Dataset entries:
####################

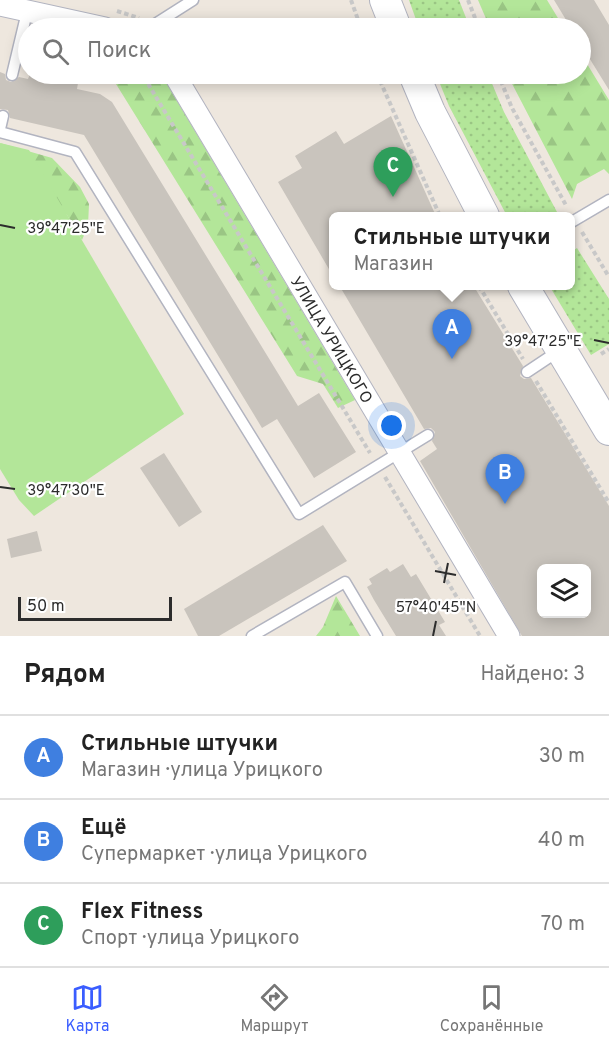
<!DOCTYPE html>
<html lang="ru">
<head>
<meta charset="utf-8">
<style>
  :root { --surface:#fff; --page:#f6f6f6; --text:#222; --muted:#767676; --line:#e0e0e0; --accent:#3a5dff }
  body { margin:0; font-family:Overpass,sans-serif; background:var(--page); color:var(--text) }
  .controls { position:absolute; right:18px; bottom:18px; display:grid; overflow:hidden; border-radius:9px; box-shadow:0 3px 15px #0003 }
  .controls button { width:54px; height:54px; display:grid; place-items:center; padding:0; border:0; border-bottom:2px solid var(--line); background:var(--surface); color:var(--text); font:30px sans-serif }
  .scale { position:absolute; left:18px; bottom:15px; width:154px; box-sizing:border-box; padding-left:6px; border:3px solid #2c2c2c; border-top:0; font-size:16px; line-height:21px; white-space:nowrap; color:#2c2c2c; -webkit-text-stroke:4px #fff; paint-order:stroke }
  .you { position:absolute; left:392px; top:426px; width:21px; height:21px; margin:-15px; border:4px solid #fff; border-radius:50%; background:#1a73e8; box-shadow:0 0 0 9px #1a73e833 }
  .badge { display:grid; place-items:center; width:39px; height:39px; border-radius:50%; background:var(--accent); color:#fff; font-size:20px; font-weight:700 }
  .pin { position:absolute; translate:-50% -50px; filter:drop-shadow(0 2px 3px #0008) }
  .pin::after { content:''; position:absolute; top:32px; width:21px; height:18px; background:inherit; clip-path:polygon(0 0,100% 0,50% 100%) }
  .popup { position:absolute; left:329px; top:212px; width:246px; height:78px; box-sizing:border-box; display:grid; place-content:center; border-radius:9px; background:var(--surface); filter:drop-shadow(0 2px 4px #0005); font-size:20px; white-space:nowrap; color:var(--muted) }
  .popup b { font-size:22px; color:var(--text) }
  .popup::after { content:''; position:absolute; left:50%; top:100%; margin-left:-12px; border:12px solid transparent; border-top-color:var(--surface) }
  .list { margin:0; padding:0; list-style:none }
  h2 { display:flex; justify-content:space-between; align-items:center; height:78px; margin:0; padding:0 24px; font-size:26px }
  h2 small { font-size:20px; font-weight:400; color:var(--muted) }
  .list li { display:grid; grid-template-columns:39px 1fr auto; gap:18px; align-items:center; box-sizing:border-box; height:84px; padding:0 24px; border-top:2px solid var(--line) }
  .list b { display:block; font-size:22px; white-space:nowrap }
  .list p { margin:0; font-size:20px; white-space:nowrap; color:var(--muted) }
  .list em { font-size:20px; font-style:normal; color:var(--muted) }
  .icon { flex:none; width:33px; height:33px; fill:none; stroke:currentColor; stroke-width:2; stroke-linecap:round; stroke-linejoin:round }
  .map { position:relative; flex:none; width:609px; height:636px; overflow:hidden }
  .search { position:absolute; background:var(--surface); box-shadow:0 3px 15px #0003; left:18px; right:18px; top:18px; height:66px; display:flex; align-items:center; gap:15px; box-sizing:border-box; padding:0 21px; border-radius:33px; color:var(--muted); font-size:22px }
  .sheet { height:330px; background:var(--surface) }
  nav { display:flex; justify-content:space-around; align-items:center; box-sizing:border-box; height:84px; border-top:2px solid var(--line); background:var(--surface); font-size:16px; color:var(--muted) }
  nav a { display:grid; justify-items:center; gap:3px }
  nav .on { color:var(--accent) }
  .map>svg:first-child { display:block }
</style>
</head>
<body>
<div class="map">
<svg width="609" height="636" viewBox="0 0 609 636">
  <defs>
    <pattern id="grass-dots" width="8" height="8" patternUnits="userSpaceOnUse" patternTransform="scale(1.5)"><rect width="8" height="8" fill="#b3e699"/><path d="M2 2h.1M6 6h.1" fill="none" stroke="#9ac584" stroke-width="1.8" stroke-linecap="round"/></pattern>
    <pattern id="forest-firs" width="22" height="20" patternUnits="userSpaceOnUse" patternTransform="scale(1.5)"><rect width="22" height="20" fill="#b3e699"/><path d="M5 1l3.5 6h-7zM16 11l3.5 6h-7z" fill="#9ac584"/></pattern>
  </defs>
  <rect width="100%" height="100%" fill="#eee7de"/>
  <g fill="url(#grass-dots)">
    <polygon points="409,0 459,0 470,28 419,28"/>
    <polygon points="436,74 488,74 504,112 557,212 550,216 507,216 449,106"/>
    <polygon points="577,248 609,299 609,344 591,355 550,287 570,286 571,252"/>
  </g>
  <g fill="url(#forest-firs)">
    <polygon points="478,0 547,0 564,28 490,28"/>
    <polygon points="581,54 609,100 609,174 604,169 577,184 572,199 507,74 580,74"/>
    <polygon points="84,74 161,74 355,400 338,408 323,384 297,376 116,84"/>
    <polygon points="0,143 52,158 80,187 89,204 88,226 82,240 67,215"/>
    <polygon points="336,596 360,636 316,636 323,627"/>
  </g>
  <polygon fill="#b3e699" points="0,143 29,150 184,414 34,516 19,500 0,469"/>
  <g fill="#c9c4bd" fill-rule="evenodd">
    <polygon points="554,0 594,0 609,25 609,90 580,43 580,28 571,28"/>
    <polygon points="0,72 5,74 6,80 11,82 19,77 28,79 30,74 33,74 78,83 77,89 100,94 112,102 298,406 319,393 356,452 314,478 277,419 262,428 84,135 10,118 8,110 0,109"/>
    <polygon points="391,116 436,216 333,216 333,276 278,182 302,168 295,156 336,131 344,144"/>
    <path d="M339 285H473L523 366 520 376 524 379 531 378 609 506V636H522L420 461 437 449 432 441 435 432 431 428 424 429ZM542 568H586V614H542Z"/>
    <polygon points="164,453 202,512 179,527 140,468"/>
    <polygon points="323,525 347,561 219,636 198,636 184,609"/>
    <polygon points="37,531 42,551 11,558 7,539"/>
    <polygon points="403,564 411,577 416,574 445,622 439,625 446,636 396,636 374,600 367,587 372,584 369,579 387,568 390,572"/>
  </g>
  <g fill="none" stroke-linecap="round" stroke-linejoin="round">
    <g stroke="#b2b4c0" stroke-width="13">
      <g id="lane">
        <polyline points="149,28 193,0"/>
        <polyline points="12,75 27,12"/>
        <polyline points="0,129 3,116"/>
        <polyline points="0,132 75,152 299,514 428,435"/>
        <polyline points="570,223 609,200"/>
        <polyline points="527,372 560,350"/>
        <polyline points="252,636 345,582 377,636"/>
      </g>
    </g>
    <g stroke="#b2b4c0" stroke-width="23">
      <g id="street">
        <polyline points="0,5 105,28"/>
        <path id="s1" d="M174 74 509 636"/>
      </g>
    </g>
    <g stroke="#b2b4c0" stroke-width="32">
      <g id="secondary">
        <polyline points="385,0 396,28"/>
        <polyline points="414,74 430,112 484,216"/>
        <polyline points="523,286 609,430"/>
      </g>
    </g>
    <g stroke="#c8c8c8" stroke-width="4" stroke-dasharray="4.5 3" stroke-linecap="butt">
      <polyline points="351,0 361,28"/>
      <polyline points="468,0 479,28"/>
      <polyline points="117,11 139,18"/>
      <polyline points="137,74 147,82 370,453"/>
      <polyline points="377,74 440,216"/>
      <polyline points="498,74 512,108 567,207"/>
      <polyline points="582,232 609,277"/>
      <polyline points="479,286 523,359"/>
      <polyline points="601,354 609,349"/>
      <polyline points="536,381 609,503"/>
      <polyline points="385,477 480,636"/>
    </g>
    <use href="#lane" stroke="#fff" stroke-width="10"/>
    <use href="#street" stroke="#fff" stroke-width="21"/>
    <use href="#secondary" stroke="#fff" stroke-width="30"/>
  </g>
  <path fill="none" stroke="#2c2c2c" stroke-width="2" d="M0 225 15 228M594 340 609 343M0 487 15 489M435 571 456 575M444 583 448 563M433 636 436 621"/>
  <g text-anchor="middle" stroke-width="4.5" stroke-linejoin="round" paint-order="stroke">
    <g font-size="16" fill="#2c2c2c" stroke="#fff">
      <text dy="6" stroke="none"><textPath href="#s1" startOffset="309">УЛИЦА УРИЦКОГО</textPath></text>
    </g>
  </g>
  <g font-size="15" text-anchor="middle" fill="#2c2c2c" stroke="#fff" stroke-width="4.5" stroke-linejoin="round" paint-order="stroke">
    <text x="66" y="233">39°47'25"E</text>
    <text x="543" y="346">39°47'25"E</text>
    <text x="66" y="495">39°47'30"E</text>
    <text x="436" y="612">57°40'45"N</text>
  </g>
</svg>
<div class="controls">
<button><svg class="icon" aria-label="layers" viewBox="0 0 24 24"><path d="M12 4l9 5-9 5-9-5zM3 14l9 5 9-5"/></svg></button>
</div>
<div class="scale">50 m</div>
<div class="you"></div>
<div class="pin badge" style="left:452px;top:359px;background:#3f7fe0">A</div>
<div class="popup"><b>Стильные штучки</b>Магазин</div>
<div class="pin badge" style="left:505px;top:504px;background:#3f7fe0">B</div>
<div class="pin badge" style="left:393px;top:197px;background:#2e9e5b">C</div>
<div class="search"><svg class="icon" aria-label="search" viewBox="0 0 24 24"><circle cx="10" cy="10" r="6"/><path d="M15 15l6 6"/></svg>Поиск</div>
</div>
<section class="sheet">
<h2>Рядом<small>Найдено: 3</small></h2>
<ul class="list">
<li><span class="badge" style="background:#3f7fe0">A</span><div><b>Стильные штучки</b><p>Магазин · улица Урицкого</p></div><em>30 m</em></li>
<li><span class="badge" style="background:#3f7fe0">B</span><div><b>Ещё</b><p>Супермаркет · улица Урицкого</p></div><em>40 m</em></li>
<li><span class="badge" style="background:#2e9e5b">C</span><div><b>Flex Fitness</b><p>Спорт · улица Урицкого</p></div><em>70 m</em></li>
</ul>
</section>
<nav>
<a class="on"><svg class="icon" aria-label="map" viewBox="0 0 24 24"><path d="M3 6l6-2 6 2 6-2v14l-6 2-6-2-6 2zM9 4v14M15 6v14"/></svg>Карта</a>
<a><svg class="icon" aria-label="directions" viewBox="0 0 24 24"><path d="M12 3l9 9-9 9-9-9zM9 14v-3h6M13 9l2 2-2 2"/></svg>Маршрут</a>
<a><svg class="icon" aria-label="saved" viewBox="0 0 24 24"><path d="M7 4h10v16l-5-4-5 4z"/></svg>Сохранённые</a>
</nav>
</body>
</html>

####################

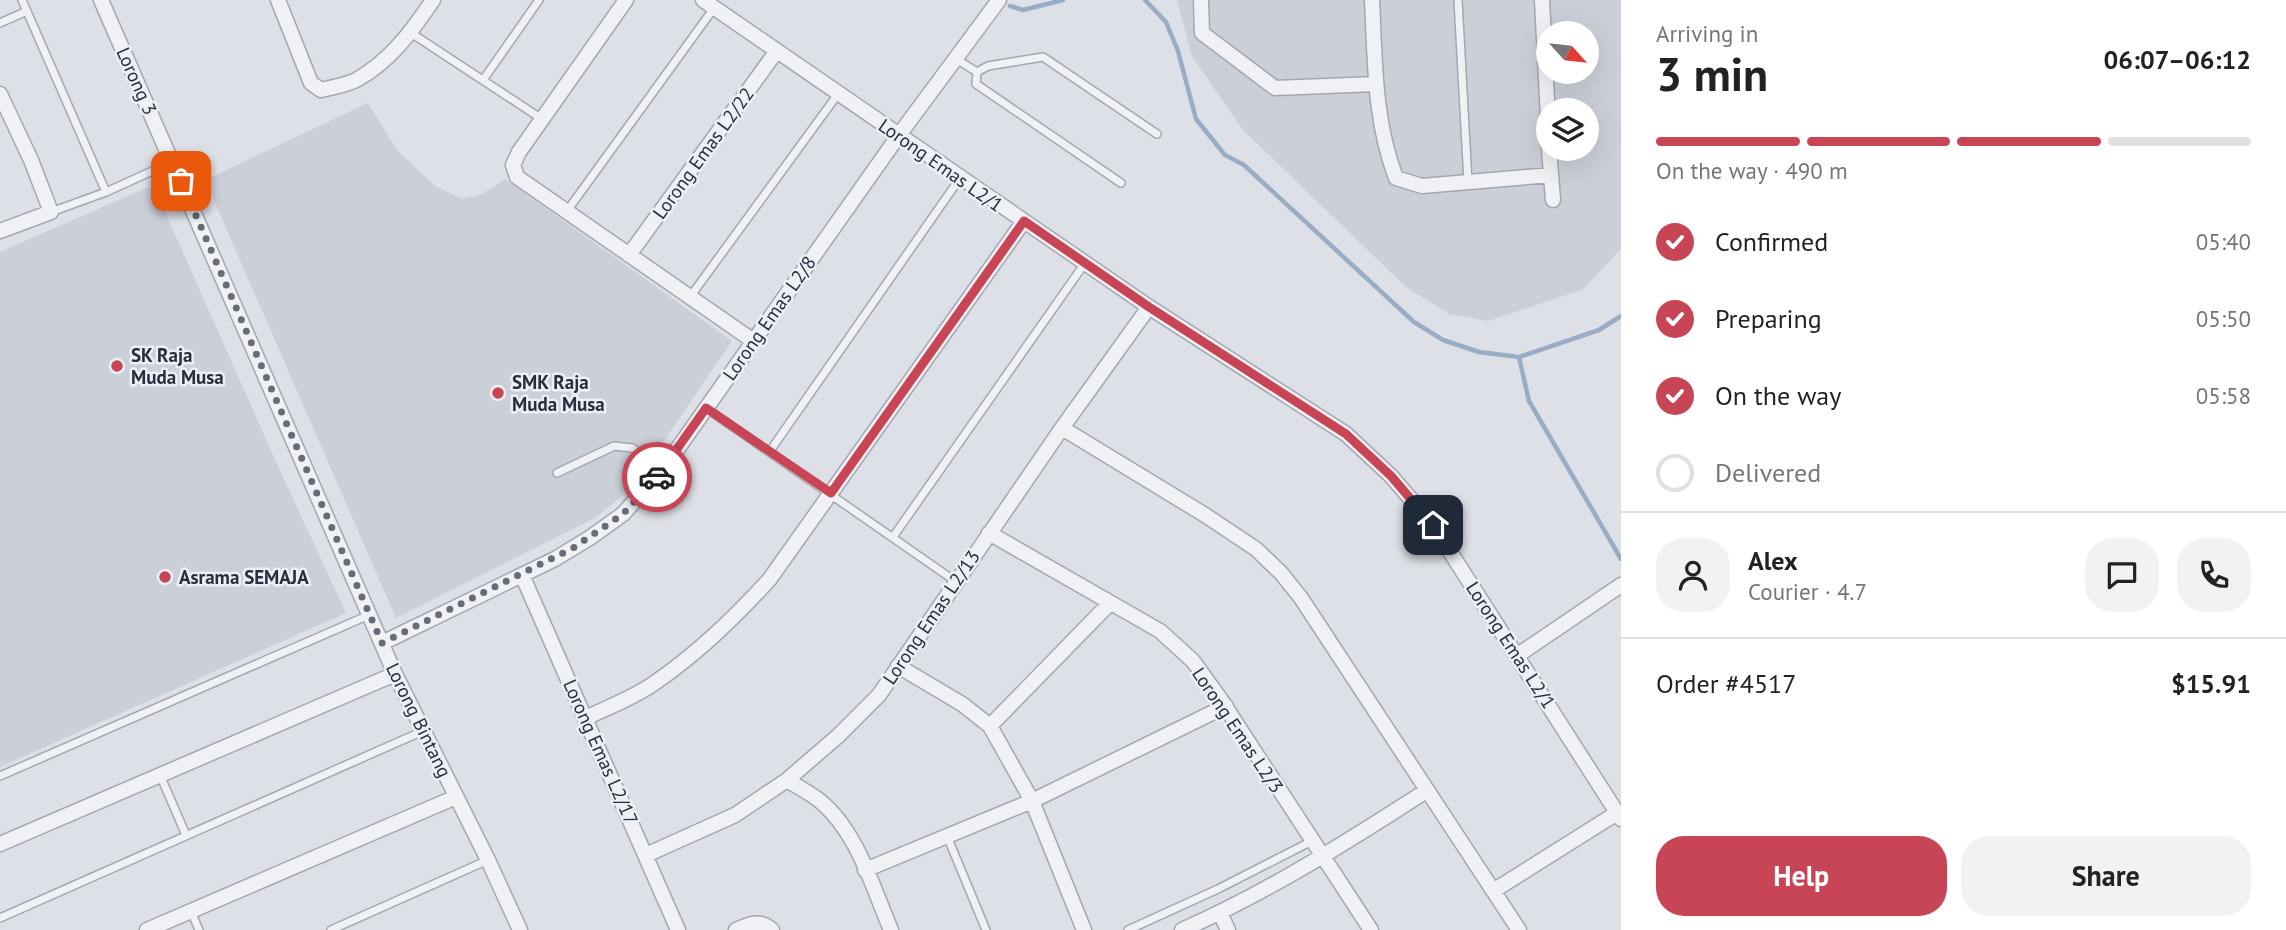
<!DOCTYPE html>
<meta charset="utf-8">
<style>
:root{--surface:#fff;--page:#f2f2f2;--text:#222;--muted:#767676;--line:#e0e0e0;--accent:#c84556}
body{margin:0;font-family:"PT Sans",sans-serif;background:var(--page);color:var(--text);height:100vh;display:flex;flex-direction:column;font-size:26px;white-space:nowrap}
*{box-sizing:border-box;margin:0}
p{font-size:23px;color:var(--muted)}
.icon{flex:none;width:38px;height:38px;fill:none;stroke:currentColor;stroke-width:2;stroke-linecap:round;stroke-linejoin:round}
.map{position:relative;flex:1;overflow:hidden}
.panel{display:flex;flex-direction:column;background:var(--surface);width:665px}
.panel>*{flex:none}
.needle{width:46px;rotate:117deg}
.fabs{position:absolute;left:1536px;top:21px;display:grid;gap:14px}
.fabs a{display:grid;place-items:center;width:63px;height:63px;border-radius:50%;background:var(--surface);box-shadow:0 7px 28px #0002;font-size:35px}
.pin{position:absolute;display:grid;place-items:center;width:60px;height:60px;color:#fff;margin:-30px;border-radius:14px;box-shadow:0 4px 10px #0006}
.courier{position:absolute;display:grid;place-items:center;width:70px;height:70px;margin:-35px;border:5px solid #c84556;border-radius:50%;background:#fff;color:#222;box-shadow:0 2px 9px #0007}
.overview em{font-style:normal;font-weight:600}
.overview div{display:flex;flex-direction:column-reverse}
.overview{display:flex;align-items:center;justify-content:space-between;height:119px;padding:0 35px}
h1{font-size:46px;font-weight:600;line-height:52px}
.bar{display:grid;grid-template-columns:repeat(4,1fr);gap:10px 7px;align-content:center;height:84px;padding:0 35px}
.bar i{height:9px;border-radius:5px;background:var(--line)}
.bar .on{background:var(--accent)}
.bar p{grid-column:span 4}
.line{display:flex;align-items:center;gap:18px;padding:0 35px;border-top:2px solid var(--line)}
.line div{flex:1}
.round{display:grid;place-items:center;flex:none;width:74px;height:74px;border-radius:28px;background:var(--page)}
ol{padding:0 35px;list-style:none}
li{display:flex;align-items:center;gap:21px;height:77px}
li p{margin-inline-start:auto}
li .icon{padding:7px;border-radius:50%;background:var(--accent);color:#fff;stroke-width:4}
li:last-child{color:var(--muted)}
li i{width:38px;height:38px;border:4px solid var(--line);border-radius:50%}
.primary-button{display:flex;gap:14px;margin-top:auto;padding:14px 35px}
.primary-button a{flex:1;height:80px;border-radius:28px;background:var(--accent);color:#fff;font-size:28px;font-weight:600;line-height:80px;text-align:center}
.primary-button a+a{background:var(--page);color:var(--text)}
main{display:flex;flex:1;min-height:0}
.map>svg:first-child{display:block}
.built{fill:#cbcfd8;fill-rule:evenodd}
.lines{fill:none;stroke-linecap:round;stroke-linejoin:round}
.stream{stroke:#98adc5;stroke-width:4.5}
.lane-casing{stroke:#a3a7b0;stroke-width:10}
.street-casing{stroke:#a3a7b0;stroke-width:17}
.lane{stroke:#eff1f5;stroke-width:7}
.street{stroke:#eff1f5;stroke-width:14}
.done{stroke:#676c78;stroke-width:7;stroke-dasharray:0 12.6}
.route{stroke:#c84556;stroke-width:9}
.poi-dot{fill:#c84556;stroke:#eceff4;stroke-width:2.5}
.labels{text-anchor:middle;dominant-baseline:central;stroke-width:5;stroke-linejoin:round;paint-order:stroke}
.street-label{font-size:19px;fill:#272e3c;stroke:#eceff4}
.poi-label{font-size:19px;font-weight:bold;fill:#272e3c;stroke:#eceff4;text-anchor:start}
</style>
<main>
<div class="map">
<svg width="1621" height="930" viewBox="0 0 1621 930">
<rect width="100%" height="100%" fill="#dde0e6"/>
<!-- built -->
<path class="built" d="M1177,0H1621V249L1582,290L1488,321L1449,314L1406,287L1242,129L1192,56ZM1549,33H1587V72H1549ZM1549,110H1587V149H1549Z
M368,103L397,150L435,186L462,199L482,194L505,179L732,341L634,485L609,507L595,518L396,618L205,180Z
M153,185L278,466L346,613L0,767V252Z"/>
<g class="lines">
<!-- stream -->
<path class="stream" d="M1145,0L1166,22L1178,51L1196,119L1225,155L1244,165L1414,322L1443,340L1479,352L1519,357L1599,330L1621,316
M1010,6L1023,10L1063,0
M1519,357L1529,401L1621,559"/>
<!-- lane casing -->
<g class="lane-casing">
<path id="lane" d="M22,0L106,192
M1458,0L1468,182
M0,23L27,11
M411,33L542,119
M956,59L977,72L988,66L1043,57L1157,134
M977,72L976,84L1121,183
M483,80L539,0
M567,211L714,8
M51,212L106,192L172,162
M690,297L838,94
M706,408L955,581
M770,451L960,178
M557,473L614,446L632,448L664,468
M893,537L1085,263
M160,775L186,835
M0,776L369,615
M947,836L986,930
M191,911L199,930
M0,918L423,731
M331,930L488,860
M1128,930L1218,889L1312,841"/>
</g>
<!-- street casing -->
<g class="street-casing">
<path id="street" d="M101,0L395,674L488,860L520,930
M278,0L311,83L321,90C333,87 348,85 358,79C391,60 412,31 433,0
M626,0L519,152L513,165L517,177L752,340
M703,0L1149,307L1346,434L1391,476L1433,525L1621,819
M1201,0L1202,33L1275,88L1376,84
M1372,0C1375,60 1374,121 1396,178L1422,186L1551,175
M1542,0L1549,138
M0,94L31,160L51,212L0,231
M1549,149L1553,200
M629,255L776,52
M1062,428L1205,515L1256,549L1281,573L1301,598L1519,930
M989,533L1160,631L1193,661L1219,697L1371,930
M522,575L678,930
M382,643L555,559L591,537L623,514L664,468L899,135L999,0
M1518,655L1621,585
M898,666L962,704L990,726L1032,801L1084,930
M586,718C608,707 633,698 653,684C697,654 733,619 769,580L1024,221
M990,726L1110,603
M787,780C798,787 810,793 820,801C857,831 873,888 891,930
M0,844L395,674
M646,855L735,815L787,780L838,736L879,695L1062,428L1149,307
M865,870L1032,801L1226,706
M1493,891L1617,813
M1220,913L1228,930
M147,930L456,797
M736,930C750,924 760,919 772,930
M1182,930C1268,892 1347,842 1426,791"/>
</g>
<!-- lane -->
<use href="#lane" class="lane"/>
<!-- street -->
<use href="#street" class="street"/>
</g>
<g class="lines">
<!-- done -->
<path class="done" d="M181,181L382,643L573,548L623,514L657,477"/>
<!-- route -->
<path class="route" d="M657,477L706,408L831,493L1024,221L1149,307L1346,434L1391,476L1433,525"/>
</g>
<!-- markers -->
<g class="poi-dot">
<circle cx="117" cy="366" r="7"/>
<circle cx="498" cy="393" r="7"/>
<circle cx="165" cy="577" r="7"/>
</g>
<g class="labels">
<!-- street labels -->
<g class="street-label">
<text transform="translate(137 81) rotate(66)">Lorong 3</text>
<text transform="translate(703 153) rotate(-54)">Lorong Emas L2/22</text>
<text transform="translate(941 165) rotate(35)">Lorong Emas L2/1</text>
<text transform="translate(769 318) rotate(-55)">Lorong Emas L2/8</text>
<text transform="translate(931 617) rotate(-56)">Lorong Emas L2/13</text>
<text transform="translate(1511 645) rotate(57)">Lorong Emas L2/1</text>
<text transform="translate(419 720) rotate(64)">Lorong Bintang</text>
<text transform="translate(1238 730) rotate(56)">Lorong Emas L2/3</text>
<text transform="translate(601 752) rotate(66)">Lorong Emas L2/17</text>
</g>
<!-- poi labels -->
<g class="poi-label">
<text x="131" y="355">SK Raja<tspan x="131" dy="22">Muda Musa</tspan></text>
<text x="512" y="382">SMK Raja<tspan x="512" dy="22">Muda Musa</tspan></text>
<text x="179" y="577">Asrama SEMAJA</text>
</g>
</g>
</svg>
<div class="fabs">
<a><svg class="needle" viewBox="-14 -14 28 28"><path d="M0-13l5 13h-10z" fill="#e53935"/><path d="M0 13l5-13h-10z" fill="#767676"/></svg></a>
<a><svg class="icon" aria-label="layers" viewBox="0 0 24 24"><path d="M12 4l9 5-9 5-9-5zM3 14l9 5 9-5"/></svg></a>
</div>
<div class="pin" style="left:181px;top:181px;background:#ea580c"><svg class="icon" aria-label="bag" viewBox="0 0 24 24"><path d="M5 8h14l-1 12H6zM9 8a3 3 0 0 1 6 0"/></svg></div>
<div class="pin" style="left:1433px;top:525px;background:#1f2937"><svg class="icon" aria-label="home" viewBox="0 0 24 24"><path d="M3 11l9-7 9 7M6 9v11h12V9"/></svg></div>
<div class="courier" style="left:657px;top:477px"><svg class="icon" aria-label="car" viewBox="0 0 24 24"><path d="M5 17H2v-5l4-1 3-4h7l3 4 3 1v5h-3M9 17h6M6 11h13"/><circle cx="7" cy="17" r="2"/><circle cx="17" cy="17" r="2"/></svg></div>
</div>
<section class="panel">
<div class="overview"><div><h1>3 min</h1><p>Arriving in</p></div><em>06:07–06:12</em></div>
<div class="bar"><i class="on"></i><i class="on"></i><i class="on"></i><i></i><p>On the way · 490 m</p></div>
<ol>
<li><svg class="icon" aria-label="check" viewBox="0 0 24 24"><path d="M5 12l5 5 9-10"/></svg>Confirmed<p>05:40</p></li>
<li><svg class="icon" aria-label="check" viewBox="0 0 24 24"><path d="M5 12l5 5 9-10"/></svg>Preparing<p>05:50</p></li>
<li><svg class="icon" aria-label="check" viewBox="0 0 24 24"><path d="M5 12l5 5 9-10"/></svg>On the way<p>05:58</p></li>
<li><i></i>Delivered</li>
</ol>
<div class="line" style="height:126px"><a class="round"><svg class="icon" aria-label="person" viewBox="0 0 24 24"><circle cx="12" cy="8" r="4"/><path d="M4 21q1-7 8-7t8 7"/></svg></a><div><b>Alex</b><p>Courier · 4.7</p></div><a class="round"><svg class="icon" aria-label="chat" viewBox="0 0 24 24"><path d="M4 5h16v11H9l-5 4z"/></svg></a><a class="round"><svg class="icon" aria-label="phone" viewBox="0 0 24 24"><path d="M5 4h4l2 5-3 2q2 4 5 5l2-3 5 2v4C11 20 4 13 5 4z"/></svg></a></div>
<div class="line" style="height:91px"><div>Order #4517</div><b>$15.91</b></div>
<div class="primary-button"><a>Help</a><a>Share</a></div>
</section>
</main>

####################

Lines containing the word "family" are to be tallied across the entries above; give only the resulting count.

2